Organization to host benefit dinner to honor the ‘Heroes Among Us’


Two weeks after graduating from Locust Valley High School Angelo Cervasio shipped off to boot camp to join the Air Force. He served with the U.S. Military during Operation Southern Watch, designated as a First Class Airman. According to his mother, Virginia Cervasio, her son was always “for the community.”
“He loved being in the military, he loved his country,” she said.
In 2006, not long after his deployment, Angelo took his own life. He was 24.
From the irrevocable tragedy of losing her son, Cervasio, a resident of Glen Cove, founded Heroes Among Us, a nonprofit organization dedicated to providing assistance to veterans and their families so they may live life to the fullest.
Cervasio said it’s what her son would have wanted. “I basically just picked up where he left off,” she said. “He was always very giving.”

Each year, Heroes Among Us holds a charity dinner to raise money for its services. All proceeds raised during the event will benefit veterans across Long Island. “We want to help veterans and their families with whatever they may need in order to live a healthy life,” Cervasio said. This includes financial assistance to pay for rent, food, clothes and other necessities.

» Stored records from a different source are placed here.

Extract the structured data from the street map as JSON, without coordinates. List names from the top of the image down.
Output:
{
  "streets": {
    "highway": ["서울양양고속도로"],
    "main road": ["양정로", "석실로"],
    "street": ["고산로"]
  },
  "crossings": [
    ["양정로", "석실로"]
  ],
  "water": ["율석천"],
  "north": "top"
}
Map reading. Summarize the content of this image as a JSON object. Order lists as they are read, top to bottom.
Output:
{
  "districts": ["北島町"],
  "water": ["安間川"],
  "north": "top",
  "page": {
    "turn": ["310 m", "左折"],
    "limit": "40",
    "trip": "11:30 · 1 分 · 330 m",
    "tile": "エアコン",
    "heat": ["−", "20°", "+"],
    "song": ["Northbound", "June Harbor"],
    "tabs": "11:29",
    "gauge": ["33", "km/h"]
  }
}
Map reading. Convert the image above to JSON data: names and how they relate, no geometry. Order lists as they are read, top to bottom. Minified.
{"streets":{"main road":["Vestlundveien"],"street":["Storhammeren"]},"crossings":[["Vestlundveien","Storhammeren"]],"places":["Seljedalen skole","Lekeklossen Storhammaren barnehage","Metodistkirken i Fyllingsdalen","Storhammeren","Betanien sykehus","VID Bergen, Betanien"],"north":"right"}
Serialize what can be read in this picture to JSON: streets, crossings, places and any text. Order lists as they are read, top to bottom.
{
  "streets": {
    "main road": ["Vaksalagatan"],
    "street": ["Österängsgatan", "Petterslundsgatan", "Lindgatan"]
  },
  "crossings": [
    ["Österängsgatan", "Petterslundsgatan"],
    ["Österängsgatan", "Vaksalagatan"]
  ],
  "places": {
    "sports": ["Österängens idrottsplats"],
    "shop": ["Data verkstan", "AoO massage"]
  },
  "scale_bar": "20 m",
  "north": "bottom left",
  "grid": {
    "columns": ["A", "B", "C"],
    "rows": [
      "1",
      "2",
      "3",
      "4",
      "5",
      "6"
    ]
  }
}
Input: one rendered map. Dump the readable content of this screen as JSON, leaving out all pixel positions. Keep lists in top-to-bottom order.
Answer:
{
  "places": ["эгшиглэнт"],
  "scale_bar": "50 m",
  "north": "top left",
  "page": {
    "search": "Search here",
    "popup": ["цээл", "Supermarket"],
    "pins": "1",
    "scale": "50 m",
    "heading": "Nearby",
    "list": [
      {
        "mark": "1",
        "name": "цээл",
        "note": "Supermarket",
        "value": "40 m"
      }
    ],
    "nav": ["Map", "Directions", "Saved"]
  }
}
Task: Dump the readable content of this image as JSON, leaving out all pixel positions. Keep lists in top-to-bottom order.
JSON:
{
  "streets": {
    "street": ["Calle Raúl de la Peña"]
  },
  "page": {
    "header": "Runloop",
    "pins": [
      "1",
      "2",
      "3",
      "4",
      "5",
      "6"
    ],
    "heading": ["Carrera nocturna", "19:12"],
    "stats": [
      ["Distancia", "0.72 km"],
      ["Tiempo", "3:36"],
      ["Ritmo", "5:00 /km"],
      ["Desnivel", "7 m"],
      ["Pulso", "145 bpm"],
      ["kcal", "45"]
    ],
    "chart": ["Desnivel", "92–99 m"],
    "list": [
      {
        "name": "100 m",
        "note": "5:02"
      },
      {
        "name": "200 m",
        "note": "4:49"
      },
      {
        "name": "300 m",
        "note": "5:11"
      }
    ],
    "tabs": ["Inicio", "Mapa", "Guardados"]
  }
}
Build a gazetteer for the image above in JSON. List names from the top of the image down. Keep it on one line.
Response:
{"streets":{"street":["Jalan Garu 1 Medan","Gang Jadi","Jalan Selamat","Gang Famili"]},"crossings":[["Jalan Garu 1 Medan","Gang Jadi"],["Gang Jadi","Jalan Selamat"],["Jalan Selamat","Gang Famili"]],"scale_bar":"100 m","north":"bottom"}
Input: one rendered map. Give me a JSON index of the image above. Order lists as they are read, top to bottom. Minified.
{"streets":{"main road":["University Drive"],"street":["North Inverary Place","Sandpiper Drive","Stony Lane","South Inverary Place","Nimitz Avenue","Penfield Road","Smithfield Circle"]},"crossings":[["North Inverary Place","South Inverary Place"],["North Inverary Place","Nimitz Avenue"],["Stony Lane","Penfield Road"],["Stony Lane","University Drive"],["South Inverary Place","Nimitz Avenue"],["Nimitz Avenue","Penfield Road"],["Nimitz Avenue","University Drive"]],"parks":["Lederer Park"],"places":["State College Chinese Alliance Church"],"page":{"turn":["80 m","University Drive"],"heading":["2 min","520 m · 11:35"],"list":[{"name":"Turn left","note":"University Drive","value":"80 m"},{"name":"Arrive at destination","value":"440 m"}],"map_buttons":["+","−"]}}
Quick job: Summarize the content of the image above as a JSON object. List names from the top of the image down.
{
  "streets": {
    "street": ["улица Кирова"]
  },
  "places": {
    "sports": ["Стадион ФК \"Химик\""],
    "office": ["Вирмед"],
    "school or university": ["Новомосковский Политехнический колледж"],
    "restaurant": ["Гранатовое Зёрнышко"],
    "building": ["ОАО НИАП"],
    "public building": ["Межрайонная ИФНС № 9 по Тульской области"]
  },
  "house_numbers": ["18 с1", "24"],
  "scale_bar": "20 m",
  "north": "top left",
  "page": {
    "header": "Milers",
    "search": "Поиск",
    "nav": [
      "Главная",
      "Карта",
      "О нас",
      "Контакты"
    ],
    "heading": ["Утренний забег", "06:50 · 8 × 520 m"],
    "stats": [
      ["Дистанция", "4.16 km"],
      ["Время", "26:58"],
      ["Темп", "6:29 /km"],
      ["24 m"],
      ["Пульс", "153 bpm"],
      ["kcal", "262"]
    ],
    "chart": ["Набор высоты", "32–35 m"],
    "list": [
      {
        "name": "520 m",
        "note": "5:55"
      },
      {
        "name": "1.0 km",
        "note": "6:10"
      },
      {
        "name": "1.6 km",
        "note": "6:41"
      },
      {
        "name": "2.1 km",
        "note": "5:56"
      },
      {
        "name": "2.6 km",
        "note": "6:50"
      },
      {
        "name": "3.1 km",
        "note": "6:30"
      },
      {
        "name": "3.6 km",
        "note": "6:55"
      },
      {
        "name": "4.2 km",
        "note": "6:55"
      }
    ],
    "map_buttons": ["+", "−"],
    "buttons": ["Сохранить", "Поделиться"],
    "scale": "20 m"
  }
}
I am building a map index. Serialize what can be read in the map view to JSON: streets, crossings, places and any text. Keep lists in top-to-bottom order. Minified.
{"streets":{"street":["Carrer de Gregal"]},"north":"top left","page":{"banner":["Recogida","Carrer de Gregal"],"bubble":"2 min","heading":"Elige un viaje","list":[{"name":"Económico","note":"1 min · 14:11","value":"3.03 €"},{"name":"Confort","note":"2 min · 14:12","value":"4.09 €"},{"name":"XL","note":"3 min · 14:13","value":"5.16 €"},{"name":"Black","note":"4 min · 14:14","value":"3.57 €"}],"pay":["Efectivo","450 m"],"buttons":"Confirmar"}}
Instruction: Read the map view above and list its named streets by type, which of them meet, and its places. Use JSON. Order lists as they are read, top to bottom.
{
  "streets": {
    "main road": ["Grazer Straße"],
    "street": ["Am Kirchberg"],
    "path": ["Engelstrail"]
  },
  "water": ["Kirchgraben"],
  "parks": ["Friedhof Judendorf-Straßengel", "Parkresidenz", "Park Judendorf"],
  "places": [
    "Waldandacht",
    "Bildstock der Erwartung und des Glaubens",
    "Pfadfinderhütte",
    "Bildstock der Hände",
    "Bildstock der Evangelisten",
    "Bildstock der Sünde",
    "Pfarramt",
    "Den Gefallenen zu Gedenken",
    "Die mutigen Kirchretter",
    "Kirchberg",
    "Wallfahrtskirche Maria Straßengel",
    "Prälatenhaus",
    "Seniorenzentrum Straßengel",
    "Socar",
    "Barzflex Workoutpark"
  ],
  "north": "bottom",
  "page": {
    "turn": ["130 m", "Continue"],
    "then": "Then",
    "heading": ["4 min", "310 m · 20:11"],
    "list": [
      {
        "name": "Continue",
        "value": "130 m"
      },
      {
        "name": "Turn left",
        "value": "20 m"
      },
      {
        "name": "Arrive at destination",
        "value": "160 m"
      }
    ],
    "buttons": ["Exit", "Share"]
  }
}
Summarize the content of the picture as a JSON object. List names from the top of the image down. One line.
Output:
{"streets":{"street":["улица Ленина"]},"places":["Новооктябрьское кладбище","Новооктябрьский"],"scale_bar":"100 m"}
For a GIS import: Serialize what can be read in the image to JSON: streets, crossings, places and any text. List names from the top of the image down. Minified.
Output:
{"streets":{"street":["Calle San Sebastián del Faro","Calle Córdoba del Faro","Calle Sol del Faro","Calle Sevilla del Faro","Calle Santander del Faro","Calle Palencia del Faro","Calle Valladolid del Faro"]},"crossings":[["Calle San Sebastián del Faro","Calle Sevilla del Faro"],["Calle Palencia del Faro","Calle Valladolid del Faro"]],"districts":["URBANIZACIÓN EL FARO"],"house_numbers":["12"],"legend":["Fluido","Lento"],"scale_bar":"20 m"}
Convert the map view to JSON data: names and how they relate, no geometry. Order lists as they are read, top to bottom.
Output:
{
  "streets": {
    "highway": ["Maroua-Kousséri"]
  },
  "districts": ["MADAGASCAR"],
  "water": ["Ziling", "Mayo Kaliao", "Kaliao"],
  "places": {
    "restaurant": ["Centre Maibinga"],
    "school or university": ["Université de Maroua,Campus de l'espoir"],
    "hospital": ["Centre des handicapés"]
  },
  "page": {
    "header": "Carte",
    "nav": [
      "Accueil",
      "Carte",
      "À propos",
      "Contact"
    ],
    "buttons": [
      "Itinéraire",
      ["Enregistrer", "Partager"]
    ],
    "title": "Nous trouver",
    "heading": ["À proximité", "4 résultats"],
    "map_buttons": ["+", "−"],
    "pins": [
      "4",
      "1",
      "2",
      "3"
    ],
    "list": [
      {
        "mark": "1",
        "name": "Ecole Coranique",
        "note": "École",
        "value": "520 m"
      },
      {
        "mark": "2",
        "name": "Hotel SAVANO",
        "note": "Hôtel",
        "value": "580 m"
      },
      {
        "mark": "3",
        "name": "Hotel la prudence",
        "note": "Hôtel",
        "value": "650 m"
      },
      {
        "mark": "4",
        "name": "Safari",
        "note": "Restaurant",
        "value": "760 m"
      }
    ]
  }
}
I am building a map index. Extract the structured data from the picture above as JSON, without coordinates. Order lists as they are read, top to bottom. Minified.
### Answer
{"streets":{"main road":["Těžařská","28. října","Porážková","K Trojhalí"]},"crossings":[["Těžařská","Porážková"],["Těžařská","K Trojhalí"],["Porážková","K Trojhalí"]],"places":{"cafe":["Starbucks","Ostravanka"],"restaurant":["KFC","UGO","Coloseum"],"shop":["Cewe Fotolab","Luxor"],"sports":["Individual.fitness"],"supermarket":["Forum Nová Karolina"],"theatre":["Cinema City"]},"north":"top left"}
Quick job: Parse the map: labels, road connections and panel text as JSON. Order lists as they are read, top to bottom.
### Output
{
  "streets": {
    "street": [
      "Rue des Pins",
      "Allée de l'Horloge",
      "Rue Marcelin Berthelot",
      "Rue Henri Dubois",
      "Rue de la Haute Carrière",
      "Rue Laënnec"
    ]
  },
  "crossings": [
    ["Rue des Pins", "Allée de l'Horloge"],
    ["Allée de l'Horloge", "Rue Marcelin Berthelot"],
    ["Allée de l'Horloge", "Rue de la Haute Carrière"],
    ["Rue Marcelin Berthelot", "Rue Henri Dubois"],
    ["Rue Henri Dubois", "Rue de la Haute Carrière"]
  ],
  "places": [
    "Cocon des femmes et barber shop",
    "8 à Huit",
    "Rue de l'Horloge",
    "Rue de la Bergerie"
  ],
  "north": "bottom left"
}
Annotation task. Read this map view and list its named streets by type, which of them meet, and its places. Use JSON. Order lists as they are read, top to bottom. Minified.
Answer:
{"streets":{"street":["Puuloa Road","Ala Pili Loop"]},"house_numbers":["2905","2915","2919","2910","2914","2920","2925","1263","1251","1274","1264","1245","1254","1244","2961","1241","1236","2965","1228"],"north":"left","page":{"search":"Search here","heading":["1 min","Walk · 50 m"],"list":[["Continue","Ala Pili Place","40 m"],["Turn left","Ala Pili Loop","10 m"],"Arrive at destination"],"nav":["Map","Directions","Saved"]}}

Veterans attend the event free of charge, and a select few are recognized each year. Five World War II and Korean War vets will be honored with the Knot Board, and the event’s special guest of honor is Glen Cove resident William Joe Johnson, a Tuskegee Airman, one of the first black aviators to serve in the U.S. military.
Johnson recalls growing up in Glen Cove during the Great Depression. While tending to his parents’ garden, he would look up and see planes as they passed overhead. “I knew there were no black pilots flying those planes, and I resented it,” he said.
Johnson made it his mission to qualify for the Air Corps upon his entrance to the army in January 1944. He took tests on “aeronautics and what not” through high school, and majored in math and science. He arrived at Tuskegee Air Field in Alabama on June 6, 1944 — “D-Day” — to begin pilot training.
Flying, Johnson said, was “a wonderful experience,” but what was more important to him was getting the chance to “fight for America just like everybody else.”
Korean War veteran Willibe Wilson Jr., of Glen Cove, will be receiving the Knot Board recognition. “It’s a great honor to represent all those who have served in Korea, and all other wars,” he said.
Wilson’s companion, Shirley Tinckney, has attended the charity dinner with him in prior years, and is consistently blown away by the efforts of the organization to support local veterans.
“This is something that should be publicized more,” she said. “A lot of people don’t realize what these veterans have gone through and are still going through. It’s great to fly your flag on certain holidays, but people should be thankful every day.”
Cervasio’s hope is to fund even more programs through Heroes Among Us, specifically an initiative aimed at supporting children of veterans, called Heroes’ Kids.
“I can’t say enough for our veterans,” Cervasio said. “We owe them everything.”